On Sunday 16 April Cairo Criminal Court ruled Aya Hegazi, a dual US-Egyptian national, not guilty. She had been detained for more than three years in a case that has sparked international concern.
In his ruling the judge said the prosecutor had not submitted sufficient evidence for the case to continue.
The court also acquitted Hagazi’s seven co-defendants, including her husband Mohamed Hassanein. They were found not guilty of a raft of charges that included the kidnapping and sexual abuse of children.
After judge Mohamed Al-Fekki read out the verdict Hegazi and her husband embraced in the dock. Hassanein then vowed to continue working for street children.
“The prosecution can contest the ruling in 60 days… but the court said they had presented no evidence that the defendants committed any crime,” said Hegazi’s lawyer Ahmed Saad. “The only legal infringement was operating without licence and this is a misdemeanour, not a felony.”
Hegazi set up the Belady Foundation for Street Children in September 2013 with the goal of offering services, including protection from sexual abuse, to Egypt’s street children. It offered literacy and art classes in addition to other activities.

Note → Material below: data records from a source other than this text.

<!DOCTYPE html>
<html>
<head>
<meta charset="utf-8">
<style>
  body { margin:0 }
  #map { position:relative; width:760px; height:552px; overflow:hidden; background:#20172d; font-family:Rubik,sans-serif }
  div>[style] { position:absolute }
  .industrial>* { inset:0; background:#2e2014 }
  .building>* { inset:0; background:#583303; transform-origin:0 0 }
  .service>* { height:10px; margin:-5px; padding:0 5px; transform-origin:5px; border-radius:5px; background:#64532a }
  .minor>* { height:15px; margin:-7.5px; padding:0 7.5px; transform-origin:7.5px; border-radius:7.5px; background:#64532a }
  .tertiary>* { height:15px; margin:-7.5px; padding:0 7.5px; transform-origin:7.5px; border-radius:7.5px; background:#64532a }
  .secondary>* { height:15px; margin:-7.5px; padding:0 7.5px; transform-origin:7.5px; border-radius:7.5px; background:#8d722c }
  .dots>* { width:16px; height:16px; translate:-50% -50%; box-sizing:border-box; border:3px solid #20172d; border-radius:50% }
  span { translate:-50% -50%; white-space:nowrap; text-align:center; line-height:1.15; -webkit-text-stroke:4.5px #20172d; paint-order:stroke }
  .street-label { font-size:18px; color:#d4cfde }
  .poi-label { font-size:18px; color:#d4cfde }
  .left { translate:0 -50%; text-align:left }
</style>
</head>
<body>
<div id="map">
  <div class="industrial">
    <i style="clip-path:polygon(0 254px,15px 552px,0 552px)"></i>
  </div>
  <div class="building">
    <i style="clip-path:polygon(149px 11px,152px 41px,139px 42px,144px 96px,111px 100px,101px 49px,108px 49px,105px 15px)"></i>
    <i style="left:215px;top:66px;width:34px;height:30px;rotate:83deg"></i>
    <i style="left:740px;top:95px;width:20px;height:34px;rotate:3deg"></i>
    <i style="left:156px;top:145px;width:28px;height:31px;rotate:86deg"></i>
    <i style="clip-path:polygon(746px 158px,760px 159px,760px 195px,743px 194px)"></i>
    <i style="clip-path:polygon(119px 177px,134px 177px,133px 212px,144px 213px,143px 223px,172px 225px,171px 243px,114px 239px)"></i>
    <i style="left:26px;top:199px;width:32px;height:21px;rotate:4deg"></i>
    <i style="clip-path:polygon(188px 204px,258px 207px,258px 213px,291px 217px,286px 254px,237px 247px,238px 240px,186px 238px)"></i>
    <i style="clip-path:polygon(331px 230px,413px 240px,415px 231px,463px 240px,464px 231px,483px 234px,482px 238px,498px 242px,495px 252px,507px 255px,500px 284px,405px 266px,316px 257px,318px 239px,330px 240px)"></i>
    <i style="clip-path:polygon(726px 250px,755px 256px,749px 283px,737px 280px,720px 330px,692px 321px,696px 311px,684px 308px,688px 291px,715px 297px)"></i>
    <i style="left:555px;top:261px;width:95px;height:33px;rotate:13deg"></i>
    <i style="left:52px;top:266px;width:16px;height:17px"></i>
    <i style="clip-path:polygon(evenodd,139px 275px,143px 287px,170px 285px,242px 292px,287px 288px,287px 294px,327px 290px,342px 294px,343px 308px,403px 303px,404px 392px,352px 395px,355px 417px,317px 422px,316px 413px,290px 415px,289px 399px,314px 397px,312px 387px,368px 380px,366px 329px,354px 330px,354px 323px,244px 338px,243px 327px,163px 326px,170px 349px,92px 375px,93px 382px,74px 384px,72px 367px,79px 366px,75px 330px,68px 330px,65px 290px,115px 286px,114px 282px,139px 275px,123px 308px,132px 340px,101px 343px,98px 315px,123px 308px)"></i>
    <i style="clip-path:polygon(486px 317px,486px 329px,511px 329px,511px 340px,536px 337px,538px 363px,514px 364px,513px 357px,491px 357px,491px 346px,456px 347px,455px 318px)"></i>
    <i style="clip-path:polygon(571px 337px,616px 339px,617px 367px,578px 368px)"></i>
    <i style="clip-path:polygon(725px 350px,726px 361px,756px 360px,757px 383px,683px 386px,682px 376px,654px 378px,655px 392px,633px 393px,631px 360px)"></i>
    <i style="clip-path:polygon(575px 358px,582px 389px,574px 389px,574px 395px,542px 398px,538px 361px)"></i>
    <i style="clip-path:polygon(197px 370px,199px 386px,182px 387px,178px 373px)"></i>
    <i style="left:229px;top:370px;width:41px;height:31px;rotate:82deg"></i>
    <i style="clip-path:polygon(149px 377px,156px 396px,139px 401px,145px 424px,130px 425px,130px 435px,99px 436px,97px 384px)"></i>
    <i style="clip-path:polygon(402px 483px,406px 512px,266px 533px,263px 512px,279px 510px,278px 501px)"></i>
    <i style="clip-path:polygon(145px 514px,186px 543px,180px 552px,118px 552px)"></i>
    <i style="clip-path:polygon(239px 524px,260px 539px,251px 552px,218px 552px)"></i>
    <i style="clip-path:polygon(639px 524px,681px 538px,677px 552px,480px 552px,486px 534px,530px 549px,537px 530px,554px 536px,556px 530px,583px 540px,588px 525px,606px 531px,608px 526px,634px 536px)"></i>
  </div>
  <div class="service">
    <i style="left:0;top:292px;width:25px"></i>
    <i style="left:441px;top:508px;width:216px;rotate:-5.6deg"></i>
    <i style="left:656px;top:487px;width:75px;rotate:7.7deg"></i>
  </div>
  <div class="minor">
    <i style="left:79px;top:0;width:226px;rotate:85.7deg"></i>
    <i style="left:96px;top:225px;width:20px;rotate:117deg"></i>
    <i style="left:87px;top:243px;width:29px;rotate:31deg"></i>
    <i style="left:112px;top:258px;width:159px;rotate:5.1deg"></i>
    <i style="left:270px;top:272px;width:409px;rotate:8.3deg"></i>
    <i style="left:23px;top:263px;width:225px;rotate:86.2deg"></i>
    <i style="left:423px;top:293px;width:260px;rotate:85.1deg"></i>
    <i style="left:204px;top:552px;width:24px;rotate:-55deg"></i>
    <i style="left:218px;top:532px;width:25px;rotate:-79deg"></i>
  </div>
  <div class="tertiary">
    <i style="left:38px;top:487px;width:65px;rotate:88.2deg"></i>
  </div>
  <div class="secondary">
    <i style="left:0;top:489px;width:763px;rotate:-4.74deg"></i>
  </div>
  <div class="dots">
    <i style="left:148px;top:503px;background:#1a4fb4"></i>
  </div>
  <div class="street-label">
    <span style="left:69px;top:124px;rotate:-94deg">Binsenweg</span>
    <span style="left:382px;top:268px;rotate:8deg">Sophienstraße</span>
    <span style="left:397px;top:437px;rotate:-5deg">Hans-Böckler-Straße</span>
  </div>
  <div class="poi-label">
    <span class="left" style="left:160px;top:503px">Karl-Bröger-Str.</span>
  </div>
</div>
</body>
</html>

In May 2014 police raided Belady’s headquarters in downtown Cairo following a complaint from a man who claimed the foundation had kidnapped his son. The police arrested Hegazi, her husband and six others. Following the raid, the police reportedly discovered Belady was not registered, lacked a licence to offer any help to street children and may have been funded from non-Egyptian sources.
Hegazi told the court that after she had returned from the US to her “beloved country” following the 25 January Revolution she decided to found the Belady Foundation for Street Children.
Hegazi’s case caused friction between Cairo and Washington — the Obama administration called on the Egyptian government to release Hegazi — and was condemned by both local and international rights groups. During last year’s US presidential campaign Hilary Clinton called for Hegazi’s release.
During his visit to Washington earlier this month President Abdel-Fattah Al-Sisi said the case was “in the hands of the courts and the executive authority cannot interfere”.
“I would like to reassure those who are interested in this case, and by the way the charge against her is using children in demonstrations, that it is now being looked into by the courts,” Al-Sisi told Fox News on 6 April.
“As soon as the courts issue a verdict, we will have the opportunity, based on my authority as president, to act in a suitable way,” he added.
The US consulate in Cairo did not attend the final court session, the first hearing it has missed since the start of the trial. Hegazi’s lawyer said his client refused to use her American nationality and insisted she be tried as an Egyptian citizen. Representatives from local and international human rights groups were in court for the verdict.
Following the ruling the Ministry of Social Solidarity said no decision had been taken on whether to dissolve Belady or grant it a licence.
“We have to wait for the details of the ruling before determining whether Belady will be allowed to continue to operate,” said Ayman Abdel-Mawgoud, head of the NGO department at the Ministry of Solidarity.